Há 30 anos, Pedro Bandeira lançava A Droga da Obediência, o primeiro volume da coleção Os Karas – que o consagrou não só como um dos principais nomes da literatura juvenil, mas também como um dos maiores best-sellers do País. Com mais de uma centena de livros publicados, ele já vendeu, segundo sua editora, 30 milhões de exemplares.
Outros quatro títulos se seguiram à A Droga da Obediência (quase 2 milhões de cópias vendidas – a metade para o governo), e Pedro Bandeira se viu numa encruzilhada: como, em pleno século 21, escrever uma nova aventura para Miguel, Chumbinho, Calu, Crânio e Magrí, os alunos do Colégio Elite que solucionavam, secretamente, crimes numa época em que não existia celular e a internet não passava pelo sonho dos meninos sem fazer referência às novas tecnologia?
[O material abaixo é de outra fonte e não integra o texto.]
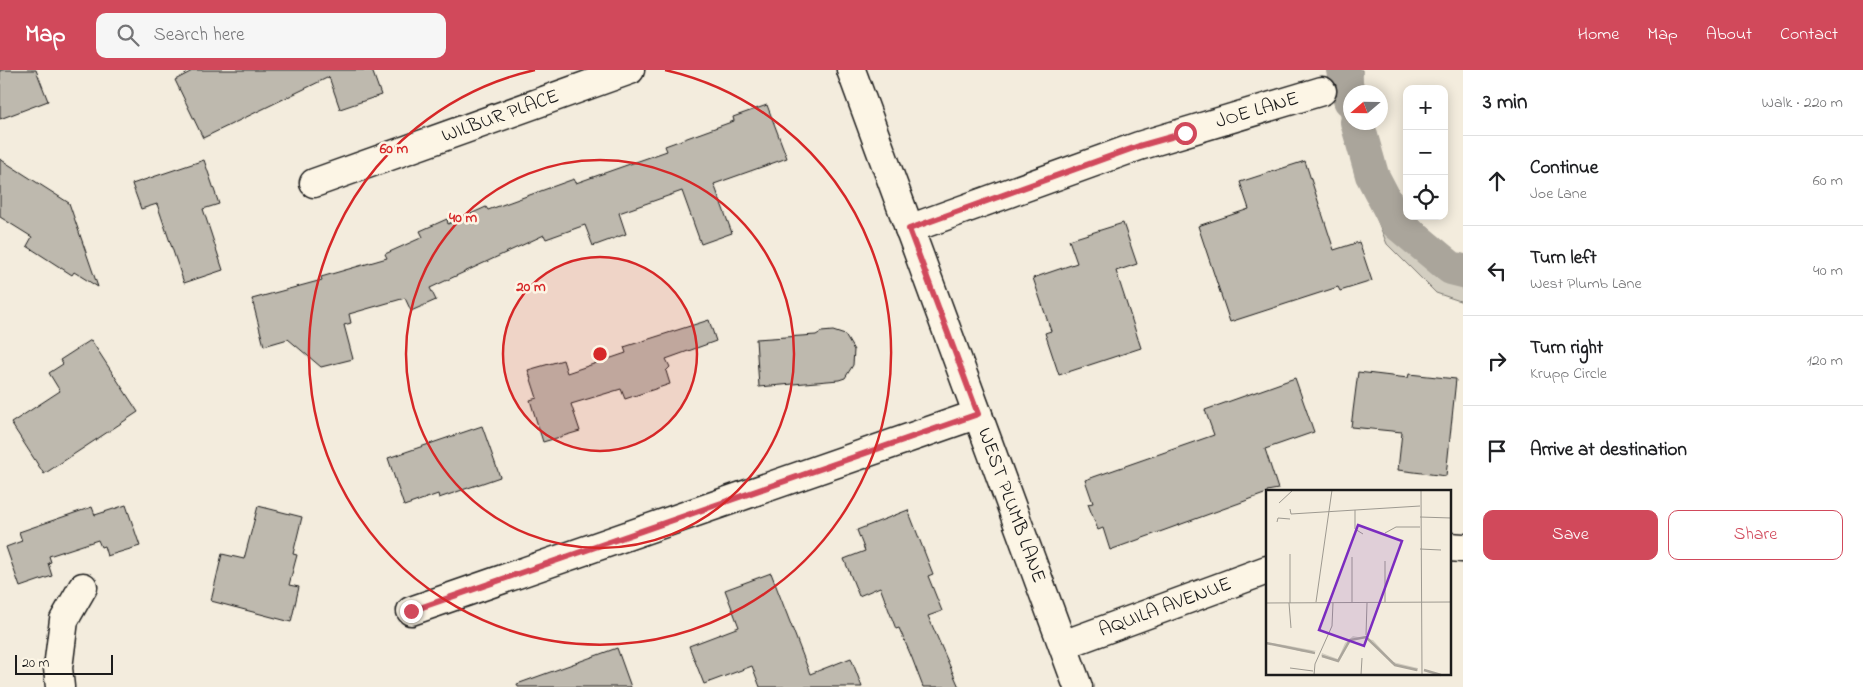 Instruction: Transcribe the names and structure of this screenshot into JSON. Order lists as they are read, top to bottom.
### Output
{
  "streets": {
    "street": [
      "JOE LANE",
      "WILBUR PLACE",
      "WEST PLUMB LANE",
      "AQUILA AVENUE"
    ]
  },
  "crossings": [
    ["JOE LANE", "WEST PLUMB LANE"],
    ["WEST PLUMB LANE", "AQUILA AVENUE"]
  ],
  "scale_bar": "20 m",
  "north": "left",
  "page": {
    "header": "Map",
    "search": "Search here",
    "nav": [
      "Home",
      "Map",
      "About",
      "Contact"
    ],
    "heading": ["3 min", "Walk · 220 m"],
    "map_buttons": ["+", "−"],
    "list": [
      ["Continue", "Joe Lane", "60 m"],
      ["Turn left", "West Plumb Lane", "40 m"],
      ["Turn right", "Krupp Circle", "120 m"],
      "Arrive at destination"
    ],
    "buttons": ["Save", "Share"],
    "scale": "20 m"
  },
  "rings": ["60 m", "40 m", "20 m"]
}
Hoje, 14 anos depois do último lançamento, Pedro encontrou um jeito de resolver a questão. Ele lança, às 14 horas, num bate-papo com Ziraldo e Eva Funari na Bienal, A Droga da Amizade. Toda a coleção (A Droga da Obediência, Pântano de Sangue, Anjo da Morte, A Droga do Amor e Droga de Americana!) está ganhando novo projeto gráfico. Autor também de A Marca de Uma Lágrima e O Mistério de Feiurinha, Bandeira falou ao Estado.
Como foi ficar 14 anos longe dos personagens?Não fiquei tão longe; eu tentei. Fiz uma história que teria computadores e hackers, mas, enquanto escrevia, aqueles modelos que eu usava saíam de moda. Usei o enredo para A Droga de Americana porque os personagens estavam vivos. São jovens no início da adolescência, quando o ser humano começa a tomar contato com um mundo maior do que o seu umbigo, que a casa e a escola e começa a ter opiniões, a ver problemas sociais e sente vontade de atuar. Mas como escrever uma história sem que eles pesquisassem no Google, por exemplo?
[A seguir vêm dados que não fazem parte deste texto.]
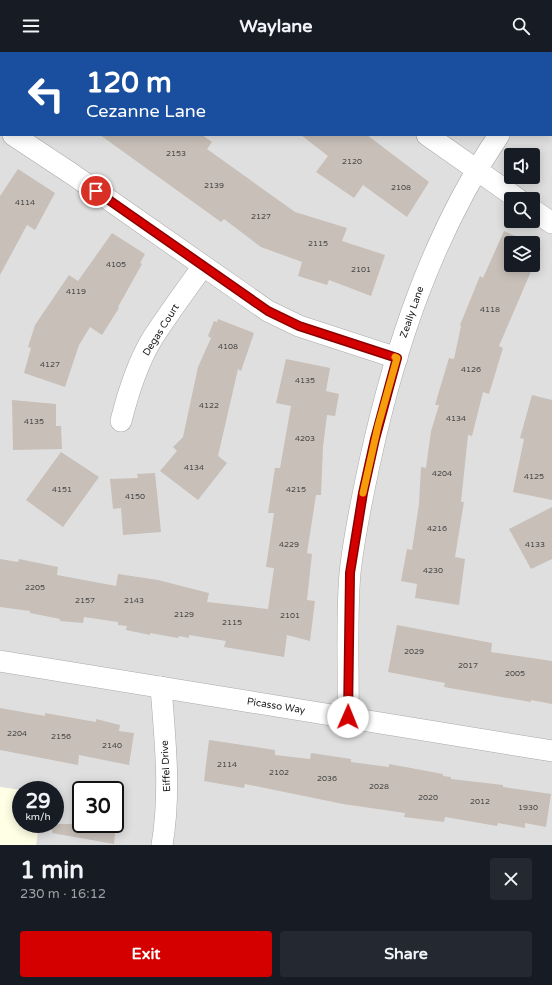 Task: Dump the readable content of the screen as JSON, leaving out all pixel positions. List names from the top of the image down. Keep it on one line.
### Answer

Agora a solução apareceu.Eu os fiz crescer. Coloquei Miguel, o líder, a recordar como surgiu aquela turma. A amizade é o primeiro grande ponto social do ser humano.
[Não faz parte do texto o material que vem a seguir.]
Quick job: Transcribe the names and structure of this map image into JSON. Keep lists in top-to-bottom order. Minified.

O sucesso vem da identificação?Sim. O pré-adolescente está saindo da infância e querendo se tornar um ser social. O livro funciona como um espelho e ele se sentem na pele dos personagens. Recebi a carta de uma juíza que me disse: ‘Cada vez que pego um processo, penso como um ‘Kara’ agiria numa hora dessas’. É uma vitória.
O adolescente mudou?Não. Era assim no século 5.º e será assim no século 50. Por que A Droga da Obediência vende mais hoje do que quando foi lançado? Não importa a tecnologia, o ser humano será sempre o ser humano e a literatura trata dos sentimentos – não fala sobre o agora. As pessoas podem amar de um jeito diferente, mas ainda é amor. No meu tempo, pegar na mão de uma menina era um fuá. Hoje, eles ficam, se beijam, se lambem e eu, velho, fico escandalizado. Mas ainda é amor. Fico muito feliz por ter conseguido criar um clássico.
O escritor tem uma missão?Tenho a missão, como ser humano, de tentar ter a melhor vida que eu puder e fazer o melhor por mim e pelo outro. O artista quer fazer o bem.
A literatura pode ajudar as crianças a encontrar esse bom caminho?A literatura é igual arroz e feijão para o corpo. Você precisa alimentar seus sentimentos como precisa comer para não morrer. Sem arte, a vida é muito triste e difícil.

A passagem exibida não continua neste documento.